Add nvtext::jaccard_index API for strings columns #13669

davidwendt · 2023-07-06T21:40:34Z

Description

Adds the nvtext::jaccard_index() API to cudf.

std::unique_ptr<cudf::column> jaccard_index(
  cudf::strings_column_view const& input1,  cudf::strings_column_view const& input2,  cudf::size_type width,
  rmm::mr::device_memory_resource* mr);

The Jaccard Index is described here for computing the distance between two arrays of elements: https://en.wikipedia.org/wiki/Jaccard_index

 Formula is J = |A ∩ B| 
                -------
                |A ∪ B|

 where |A ∩ B| is number of common values between A and B
 and |x| is the number of unique values in x.
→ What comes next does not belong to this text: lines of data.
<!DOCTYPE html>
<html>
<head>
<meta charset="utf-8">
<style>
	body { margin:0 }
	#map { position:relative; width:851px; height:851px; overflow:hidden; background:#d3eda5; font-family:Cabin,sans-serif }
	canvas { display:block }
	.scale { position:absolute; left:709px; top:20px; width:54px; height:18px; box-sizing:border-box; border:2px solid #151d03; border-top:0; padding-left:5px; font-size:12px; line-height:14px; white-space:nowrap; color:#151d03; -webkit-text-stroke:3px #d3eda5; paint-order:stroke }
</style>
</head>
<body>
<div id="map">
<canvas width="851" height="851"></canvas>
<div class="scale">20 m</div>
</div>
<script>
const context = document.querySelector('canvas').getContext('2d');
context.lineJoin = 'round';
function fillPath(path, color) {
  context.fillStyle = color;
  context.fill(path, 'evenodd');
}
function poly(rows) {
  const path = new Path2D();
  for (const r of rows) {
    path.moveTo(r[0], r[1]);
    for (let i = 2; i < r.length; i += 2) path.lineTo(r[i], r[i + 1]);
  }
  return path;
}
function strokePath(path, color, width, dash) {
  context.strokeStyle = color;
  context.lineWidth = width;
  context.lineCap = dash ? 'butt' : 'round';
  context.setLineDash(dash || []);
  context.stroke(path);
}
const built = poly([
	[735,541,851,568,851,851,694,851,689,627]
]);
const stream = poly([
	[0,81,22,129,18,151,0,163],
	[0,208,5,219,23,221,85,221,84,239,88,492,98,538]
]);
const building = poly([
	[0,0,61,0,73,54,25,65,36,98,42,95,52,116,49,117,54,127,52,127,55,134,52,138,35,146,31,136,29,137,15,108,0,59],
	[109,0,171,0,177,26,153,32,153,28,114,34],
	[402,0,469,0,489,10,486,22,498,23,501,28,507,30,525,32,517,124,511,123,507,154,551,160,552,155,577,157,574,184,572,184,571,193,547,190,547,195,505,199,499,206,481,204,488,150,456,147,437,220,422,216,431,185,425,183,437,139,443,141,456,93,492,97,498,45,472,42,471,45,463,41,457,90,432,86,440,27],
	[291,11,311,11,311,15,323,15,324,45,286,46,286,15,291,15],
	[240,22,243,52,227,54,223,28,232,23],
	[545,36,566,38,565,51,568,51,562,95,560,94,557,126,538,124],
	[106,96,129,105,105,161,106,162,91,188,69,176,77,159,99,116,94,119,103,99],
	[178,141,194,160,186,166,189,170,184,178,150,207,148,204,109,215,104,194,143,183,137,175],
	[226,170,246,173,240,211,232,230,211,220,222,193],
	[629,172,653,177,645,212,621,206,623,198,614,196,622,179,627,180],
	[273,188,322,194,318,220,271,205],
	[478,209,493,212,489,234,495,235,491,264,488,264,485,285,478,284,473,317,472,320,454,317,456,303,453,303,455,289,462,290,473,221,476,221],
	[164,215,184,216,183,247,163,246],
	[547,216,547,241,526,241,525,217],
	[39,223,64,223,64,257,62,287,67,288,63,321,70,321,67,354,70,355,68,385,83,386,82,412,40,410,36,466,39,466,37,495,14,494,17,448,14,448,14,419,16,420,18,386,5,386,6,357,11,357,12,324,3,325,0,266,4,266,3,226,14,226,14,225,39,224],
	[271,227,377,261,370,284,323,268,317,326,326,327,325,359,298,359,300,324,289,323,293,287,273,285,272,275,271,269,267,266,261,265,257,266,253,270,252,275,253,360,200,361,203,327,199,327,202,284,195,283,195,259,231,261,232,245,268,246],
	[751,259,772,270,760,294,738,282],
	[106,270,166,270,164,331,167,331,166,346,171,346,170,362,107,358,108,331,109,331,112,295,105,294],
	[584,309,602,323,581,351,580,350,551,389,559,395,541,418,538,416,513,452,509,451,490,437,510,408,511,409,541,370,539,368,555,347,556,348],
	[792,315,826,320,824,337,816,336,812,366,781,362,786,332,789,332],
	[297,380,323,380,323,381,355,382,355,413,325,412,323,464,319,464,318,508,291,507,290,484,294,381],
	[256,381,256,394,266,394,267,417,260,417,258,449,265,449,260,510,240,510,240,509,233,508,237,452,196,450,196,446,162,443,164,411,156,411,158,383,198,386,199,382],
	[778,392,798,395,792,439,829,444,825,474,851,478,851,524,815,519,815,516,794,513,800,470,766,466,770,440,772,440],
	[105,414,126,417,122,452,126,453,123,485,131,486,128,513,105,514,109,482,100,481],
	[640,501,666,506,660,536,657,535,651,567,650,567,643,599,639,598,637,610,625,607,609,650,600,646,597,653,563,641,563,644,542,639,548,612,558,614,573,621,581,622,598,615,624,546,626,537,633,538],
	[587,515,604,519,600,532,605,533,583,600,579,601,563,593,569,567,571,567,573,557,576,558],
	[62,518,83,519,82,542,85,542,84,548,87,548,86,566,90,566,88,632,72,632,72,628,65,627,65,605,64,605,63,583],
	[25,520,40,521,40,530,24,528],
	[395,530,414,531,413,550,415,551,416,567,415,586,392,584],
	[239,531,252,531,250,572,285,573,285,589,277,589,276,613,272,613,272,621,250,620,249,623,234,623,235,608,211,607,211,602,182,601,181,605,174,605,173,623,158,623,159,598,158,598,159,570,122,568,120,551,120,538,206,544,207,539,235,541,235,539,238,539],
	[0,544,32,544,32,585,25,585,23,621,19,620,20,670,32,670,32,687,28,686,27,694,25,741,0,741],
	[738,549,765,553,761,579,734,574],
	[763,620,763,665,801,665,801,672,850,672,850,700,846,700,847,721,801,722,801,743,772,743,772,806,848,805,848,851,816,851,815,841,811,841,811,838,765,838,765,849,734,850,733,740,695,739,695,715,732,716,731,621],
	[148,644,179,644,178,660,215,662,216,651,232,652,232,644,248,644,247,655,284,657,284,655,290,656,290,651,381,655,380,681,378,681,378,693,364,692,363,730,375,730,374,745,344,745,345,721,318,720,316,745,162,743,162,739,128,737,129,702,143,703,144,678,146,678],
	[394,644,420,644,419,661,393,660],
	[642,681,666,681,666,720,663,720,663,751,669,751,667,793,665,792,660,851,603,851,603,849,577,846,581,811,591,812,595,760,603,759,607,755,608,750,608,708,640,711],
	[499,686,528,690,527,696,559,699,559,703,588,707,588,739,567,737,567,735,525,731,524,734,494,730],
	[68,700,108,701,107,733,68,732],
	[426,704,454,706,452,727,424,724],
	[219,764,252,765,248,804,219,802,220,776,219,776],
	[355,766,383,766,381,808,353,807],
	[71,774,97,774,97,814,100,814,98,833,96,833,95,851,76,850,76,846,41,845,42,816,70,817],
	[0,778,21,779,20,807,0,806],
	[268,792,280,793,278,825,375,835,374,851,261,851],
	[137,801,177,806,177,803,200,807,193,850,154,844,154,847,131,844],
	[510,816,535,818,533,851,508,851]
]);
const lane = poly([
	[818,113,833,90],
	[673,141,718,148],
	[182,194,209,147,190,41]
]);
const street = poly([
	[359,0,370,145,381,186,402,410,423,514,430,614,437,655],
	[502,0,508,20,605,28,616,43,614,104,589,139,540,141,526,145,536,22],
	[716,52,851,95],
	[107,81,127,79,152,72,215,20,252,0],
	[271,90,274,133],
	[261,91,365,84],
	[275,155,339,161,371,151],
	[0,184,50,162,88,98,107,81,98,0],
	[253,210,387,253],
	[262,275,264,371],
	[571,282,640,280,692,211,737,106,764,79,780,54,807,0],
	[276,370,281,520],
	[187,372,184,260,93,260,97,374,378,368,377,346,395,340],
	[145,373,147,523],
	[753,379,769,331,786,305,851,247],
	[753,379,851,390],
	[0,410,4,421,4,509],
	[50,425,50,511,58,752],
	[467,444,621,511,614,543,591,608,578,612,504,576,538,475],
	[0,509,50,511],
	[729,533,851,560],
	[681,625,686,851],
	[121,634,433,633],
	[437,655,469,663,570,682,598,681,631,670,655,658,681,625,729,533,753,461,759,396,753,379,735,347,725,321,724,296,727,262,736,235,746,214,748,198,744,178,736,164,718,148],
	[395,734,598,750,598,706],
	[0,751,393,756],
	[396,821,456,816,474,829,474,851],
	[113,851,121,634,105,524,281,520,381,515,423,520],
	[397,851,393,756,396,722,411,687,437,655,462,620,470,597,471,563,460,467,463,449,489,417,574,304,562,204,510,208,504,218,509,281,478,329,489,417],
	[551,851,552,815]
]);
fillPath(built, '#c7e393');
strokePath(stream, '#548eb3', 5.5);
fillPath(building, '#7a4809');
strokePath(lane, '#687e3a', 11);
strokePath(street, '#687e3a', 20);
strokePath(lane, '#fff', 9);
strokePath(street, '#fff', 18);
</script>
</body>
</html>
The computation here compares strings columns by treating each string as text (i.e. sentences, paragraphs, articles) instead of individual words or tokens to be compared directly. The algorithm applies a sliding window (size specified by the width parameter) to each string to form the set of tokens to compare within each row of the two input columns.

These substrings are essentially character ngrams and each substring is part of the union and intersect calculations for that row. For efficiency, the substrings are hashed using the default MurmurHash32 to identify uniqueness within each row.
Once the union and intersect sizes for the row are resolved, the Jaccard index is computed using the above formula and returned as a float32 value.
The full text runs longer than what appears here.